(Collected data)
• • • • •

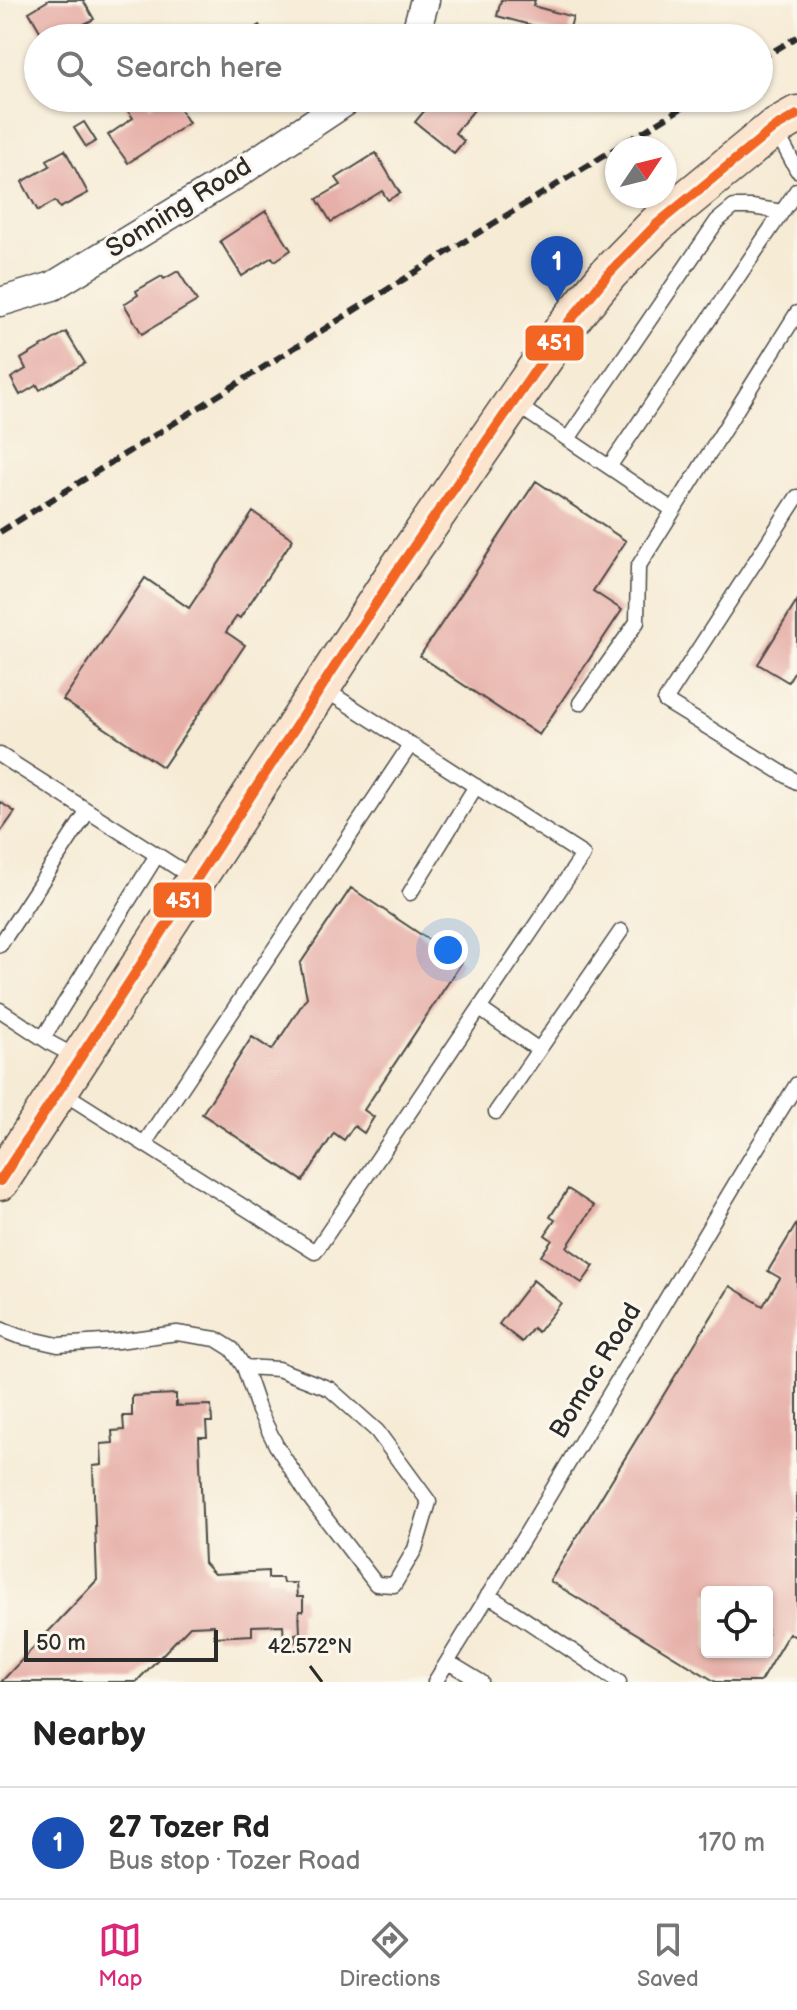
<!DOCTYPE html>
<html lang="en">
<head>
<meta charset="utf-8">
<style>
  :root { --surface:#fff; --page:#f2f2f2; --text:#222; --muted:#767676; --line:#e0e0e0; --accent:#db2777 }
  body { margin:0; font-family:"Balsamiq Sans",sans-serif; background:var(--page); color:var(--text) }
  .controls { position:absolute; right:24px; bottom:24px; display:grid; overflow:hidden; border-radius:8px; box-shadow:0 2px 6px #0004 }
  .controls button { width:72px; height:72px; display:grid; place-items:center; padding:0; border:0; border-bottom:2px solid var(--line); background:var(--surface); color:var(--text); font:40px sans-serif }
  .compass { position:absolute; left:605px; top:136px; width:72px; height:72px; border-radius:50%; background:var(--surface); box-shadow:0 2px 6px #0004; rotate:55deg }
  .scale { position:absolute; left:24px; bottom:20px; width:194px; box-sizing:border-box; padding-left:8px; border:4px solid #2b2b2b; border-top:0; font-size:22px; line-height:28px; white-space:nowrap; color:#2b2b2b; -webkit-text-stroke:6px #fbf7ec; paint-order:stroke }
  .you { position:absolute; left:448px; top:950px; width:28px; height:28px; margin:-20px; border:6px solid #fff; border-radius:50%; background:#1a73e8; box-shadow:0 0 0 12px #1a73e833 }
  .badge { display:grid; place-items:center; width:52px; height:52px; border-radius:50%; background:var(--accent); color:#fff; font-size:26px; font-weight:700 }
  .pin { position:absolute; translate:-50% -66px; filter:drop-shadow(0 2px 4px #0008) }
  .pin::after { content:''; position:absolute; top:42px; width:28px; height:24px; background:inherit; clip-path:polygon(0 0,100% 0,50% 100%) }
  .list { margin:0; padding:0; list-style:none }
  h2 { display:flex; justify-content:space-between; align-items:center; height:104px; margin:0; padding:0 32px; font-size:34px }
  h2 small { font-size:26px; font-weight:400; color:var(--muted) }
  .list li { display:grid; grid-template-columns:52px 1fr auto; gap:24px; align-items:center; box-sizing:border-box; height:112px; padding:0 32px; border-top:2px solid var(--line) }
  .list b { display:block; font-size:30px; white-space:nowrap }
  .list p { margin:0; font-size:26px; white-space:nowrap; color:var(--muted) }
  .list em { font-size:26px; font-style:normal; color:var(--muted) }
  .icon { flex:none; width:44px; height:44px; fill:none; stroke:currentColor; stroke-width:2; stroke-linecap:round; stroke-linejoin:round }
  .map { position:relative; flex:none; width:797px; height:1682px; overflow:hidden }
  .search { position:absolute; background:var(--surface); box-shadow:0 2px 6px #0004; left:24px; right:24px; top:24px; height:88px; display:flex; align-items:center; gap:20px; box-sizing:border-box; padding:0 28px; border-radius:44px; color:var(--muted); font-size:30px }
  .sheet { height:216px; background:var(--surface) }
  nav { display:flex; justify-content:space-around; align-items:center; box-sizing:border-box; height:112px; border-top:2px solid var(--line); background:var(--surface); font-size:22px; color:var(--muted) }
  nav a { display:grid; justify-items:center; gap:4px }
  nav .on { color:var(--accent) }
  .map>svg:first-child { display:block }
  .building { fill:#e6afa7; fill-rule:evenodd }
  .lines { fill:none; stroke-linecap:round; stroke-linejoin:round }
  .service-casing { stroke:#494844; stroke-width:17 }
  .minor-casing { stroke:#494844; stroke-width:31 }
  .secondary-casing { stroke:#494844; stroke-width:41 }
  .service { stroke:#fff; stroke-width:14 }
  .minor { stroke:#fff; stroke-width:28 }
  .secondary { stroke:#fbe5cf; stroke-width:38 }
  .rail { stroke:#2b2b2b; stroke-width:6; stroke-dasharray:12 6; stroke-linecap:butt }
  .bus-1-casing { stroke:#fbf7ec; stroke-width:16 }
  .bus-1 { stroke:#f26522; stroke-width:10 }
  .ticks { fill:none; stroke:#2b2b2b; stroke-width:3 }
  .labels { text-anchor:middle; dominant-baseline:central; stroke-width:6; stroke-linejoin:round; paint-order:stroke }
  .street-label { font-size:26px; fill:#2b2b2b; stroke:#fbf7ec }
  .ticks-label { font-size:20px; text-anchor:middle; fill:#2b2b2b; stroke:#fbf7ec; stroke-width:6; stroke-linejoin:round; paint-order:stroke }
  .line-badge { stroke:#fbf7ec; stroke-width:3 }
  .badge-label { font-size:22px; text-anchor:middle; font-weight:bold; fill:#fff }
</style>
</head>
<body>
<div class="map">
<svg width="797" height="1682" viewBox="0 0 797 1682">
  <rect width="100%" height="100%" fill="#fbf7ec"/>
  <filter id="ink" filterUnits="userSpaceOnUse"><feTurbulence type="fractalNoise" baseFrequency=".0125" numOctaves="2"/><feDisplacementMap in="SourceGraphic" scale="16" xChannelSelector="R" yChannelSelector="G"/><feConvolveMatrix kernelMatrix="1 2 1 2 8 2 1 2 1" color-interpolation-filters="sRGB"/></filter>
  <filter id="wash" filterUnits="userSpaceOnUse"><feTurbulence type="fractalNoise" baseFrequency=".006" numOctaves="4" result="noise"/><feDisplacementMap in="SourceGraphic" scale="32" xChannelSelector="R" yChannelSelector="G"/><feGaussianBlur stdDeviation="1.8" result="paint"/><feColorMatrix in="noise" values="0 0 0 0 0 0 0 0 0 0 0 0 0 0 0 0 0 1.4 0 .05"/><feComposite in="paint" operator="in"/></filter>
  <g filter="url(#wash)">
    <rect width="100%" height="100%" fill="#f6ebd5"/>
    <g id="blocks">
      <path class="building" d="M49 0H83L94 19 71 31 68 27 49 38H44L29 12Z
        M501 0H535L533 6 573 17 568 35 497 16Z
        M259 25 268 38H239Z
        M138 98H144L150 107 164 98H173L189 123 128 163 108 135 133 118 125 107Z
        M435 98H471L479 104 455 133 464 141 454 153 415 122Z
        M84 122 96 141 86 147 74 128Z
        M65 150 88 193 60 208 55 201 38 211 22 182 50 166 47 160Z
        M376 153 400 193 388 200 382 191 331 222 317 199 341 185 336 178Z
        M266 211 291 250 275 261 272 257 242 276 220 241Z
        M178 271 197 301 142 334 124 304 138 295 136 291 162 276 164 279Z
        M66 332 85 363 40 390 37 385 20 395 11 378 26 369 21 359Z
        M536 481 626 541 593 591 622 610 539 735 420 656Z
        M253 512 293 539 240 618 237 616 226 632 245 645 163 767 63 700 145 578 189 608Z
        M797 601V667L788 682 758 664Z
        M0 802 15 812 0 833Z
        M351 888 462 962 364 1110 374 1117 364 1133 354 1126 344 1140 334 1133 303 1181 202 1114 252 1037 272 1050 307 997 300 964Z
        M568 1189 594 1206 567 1247 594 1266 582 1283 541 1256 552 1240 545 1235 555 1220 550 1217Z
        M797 1223V1638L789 1633 760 1682H716L550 1581 730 1286 763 1306 780 1278 768 1271ZM707 1592H767V1652H707Z
        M533 1280 561 1303 538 1332 533 1328 522 1342 499 1324Z
        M176 1394V1406L211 1405 212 1422H206L207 1437H199L204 1563 214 1574 268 1571V1578H282L283 1583H296L297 1597H303V1611H299L300 1633 295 1634V1642L284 1643 283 1625 252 1626V1635L214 1637V1625L190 1626 136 1682H1L97 1580 93 1466 102 1465 101 1444 113 1443 112 1431 124 1430 123 1416H132V1396Z"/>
    </g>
  </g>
  <g filter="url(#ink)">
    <use href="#blocks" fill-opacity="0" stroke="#494844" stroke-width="2"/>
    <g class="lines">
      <defs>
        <path id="service" d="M775 129 797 170
          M514 403 673 510
          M568 439 717 221 734 207H752L782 212
          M609 467 797 190
          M797 497 665 701 797 782
          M580 703 637 622 638 567 797 313
          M0 755 88 811
          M410 893 476 786
          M0 945 88 811 195 879
          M480 1009 539 1050
          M0 1010 50 1043 78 1058
          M43 1038 157 855
          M59 1090 315 1252 583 855 324 689
          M496 1112 621 931
          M144 1144 411 744
          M0 1329 18 1336 58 1345 118 1341 177 1333 216 1339 232 1349 244 1367 259 1411 276 1445 309 1497 376 1584 394 1585 415 1549 429 1502 377 1431 330 1389 278 1369 244 1367
          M488 1595 619 1682
          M448 1662 481 1682
          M435 1682 526 1534 750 1159 797 1084"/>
        <path id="minor" d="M411 38 416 32 425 0
          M0 302 53 286 234 176 351 98"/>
        <path id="secondary" d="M0 1181 397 571 568 323 609 273 657 224 774 128 797 115"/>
      </defs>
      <use href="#service" class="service-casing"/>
      <use href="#minor" class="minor-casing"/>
      <use href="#secondary" class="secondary-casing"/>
      <use href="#service" class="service"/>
      <use href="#minor" class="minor"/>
      <use href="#secondary" class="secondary"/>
      <path class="rail" d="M759 60 797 37
        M0 532 473 236 698 98"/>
      <defs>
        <path id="bus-1" d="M0 1181 397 571 568 323 609 273 657 224 774 128 797 115"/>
      </defs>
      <use href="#bus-1" class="bus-1-casing"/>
      <use href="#bus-1" class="bus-1"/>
    </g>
  </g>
  <path class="ticks" d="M310 1666 322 1682"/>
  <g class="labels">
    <g class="street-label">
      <text transform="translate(179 208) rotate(-32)">Sonning Road</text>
      <text transform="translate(596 1371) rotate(-59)">Bomac Road</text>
    </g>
  </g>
  <g class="ticks-label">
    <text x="310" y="1653">42.572°N</text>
  </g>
  <g class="line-badge">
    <rect x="524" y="324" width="61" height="38" rx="8" fill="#f26522"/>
    <rect x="152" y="881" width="61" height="38" rx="8" fill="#f26522"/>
  </g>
  <g class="badge-label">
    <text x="554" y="350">451</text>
    <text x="183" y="908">451</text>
  </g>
</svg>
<div class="controls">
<button><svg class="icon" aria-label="locate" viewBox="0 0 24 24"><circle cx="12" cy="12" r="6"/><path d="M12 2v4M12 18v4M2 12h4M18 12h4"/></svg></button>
</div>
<svg class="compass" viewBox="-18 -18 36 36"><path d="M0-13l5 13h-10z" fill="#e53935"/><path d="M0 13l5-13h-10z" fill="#767676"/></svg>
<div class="scale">50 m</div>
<div class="you"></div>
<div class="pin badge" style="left:557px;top:302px;background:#1a4fb4">1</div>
<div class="search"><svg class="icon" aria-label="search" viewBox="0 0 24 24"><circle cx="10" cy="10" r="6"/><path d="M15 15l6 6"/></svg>Search here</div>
</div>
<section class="sheet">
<h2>Nearby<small></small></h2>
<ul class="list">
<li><span class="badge" style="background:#1a4fb4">1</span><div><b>27 Tozer Rd</b><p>Bus stop · Tozer Road</p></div><em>170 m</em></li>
</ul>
</section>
<nav>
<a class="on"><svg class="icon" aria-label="map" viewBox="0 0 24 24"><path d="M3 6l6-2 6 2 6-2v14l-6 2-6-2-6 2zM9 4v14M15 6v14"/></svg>Map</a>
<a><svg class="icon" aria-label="directions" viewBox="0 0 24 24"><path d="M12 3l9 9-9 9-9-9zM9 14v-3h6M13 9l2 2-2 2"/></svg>Directions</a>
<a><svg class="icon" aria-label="saved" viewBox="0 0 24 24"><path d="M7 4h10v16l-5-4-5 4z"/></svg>Saved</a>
</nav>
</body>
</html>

• • • • •

§ Prompt
Using the data above, print exactly the lines from the line that contains "M351 888 462" through the line that contains "M568 439 717", with both included.

§ Expected output
        M351 888 462 962 364 1110 374 1117 364 1133 354 1126 344 1140 334 1133 303 1181 202 1114 252 1037 272 1050 307 997 300 964Z
        M568 1189 594 1206 567 1247 594 1266 582 1283 541 1256 552 1240 545 1235 555 1220 550 1217Z
        M797 1223V1638L789 1633 760 1682H716L550 1581 730 1286 763 1306 780 1278 768 1271ZM707 1592H767V1652H707Z
        M533 1280 561 1303 538 1332 533 1328 522 1342 499 1324Z
        M176 1394V1406L211 1405 212 1422H206L207 1437H199L204 1563 214 1574 268 1571V1578H282L283 1583H296L297 1597H303V1611H299L300 1633 295 1634V1642L284 1643 283 1625 252 1626V1635L214 1637V1625L190 1626 136 1682H1L97 1580 93 1466 102 1465 101 1444 113 1443 112 1431 124 1430 123 1416H132V1396Z"/>
    </g>
  </g>
  <g filter="url(#ink)">
    <use href="#blocks" fill-opacity="0" stroke="#494844" stroke-width="2"/>
    <g class="lines">
      <defs>
        <path id="service" d="M775 129 797 170
          M514 403 673 510
          M568 439 717 221 734 207H752L782 212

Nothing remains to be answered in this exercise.